Florian Willomitzer is an Associate Professor at the Wyant College of Optical Sciences – University of Arizona. He directs the Computational 3D Imaging and Measurement (3DIM) Lab, where he and his postdocs and students work on novel techniques to image hidden objects through scattering media or around corners, unconventional methods for precise VR eye-tracking, high-resolution holographic displays, novel techniques for optical free-space communication, and the implementation of high-precision metrology methods in low-cost mobile handheld devices. Moreover, the group develops novel time-of-flight and structured light 3D imaging techniques working at depth resolutions in the 100μm-range.

Prof.
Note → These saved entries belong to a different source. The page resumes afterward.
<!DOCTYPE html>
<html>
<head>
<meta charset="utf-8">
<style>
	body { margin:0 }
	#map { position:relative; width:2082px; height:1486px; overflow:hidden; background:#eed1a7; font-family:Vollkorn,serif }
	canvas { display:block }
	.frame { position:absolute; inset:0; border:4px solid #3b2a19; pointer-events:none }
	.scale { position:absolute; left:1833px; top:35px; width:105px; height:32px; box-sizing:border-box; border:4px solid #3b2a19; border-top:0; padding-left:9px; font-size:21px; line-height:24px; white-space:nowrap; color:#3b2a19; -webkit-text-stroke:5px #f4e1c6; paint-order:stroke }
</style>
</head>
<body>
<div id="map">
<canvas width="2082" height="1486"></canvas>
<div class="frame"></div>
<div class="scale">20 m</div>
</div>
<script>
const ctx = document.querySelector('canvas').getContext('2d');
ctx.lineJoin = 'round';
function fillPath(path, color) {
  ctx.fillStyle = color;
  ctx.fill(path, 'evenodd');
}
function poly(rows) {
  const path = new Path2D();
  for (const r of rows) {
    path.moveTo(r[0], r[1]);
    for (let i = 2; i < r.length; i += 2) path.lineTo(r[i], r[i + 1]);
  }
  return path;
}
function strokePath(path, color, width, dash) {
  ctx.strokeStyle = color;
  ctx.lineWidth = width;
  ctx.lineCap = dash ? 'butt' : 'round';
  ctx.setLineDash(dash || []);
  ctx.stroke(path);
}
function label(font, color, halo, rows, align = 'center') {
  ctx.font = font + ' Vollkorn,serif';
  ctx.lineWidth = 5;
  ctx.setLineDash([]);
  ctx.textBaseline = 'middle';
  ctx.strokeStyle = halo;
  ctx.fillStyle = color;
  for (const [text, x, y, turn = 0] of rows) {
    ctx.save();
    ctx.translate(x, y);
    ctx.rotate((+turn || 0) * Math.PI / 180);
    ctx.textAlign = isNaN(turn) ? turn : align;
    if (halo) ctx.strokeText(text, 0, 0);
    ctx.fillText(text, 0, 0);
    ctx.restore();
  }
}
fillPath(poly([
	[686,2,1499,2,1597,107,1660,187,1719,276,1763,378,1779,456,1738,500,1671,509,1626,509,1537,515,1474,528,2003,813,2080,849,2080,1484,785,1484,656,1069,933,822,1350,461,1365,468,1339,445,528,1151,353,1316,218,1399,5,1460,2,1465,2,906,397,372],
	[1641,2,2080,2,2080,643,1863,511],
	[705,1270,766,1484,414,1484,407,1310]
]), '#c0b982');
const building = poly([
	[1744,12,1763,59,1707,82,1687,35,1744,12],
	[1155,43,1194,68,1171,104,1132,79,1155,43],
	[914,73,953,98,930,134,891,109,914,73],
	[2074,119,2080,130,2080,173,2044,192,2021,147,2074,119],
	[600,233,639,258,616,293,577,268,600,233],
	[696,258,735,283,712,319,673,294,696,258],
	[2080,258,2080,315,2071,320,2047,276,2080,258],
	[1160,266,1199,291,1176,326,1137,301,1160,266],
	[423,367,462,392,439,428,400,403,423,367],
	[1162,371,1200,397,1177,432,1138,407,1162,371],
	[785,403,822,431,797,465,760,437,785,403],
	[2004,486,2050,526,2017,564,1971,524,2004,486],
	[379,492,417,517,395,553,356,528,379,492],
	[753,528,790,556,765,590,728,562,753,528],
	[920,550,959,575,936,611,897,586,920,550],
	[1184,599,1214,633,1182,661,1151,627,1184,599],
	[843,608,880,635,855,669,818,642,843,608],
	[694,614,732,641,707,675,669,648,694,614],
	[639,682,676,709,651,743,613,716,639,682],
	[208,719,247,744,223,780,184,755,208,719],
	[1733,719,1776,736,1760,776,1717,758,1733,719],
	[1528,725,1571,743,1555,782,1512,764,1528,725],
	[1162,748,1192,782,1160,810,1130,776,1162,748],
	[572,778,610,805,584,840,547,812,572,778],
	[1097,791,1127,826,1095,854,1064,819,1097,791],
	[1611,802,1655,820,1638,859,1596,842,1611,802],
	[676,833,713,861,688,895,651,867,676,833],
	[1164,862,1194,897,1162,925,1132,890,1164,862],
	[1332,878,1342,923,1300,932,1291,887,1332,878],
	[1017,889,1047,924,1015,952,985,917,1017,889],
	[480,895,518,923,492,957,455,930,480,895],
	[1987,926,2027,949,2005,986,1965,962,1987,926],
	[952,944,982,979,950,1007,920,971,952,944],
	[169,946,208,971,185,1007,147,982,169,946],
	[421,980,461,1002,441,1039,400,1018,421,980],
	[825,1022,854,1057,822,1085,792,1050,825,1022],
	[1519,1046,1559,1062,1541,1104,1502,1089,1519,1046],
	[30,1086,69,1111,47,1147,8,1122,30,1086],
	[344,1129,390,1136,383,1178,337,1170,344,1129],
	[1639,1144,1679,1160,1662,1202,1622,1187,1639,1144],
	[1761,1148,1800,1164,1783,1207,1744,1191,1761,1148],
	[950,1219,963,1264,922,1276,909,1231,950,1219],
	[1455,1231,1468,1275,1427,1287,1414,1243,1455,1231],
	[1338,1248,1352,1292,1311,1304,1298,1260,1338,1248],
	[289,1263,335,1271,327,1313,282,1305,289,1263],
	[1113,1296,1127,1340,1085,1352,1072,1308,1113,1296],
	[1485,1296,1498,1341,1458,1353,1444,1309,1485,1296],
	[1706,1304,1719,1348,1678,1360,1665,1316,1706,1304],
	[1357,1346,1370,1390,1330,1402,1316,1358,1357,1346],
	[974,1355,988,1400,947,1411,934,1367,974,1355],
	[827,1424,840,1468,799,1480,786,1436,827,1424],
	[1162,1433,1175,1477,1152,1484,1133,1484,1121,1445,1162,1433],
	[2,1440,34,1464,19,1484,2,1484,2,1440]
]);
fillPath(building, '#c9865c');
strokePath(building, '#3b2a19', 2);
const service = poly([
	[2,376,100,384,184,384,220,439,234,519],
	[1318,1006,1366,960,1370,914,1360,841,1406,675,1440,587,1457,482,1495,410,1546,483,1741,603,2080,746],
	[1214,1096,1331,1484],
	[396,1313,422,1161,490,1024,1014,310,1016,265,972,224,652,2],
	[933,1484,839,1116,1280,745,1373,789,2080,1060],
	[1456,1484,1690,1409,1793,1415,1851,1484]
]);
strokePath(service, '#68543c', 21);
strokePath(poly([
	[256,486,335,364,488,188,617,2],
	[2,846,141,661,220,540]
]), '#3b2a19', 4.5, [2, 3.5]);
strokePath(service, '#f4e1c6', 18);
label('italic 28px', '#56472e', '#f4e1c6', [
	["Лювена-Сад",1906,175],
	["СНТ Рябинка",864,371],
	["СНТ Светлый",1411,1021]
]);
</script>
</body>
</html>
Willomitzer serves/served Chair and Host of the Optica Incubator on Imaging Through 100 Scattering Lengths, Chair and Committee Member of several Optica COSI conferences, Optics Chair of the 2022 IEEE ICCP conference, Committee member of Optica FiO, DGaO, and ODF conferences, and as reviewer for the Nature portfolio (Nature, Nature Photonics, Nature LSA), Optica (formerly OSA), SPIE, IEEE, and CVPR. He is recipient of the NSF CRII grant, winner of the Optica 20th Anniversary Challenge, OSA Senior Member, and his Ph.D. thesis was awarded with the Springer Theses Award for Outstanding Ph.D. Research.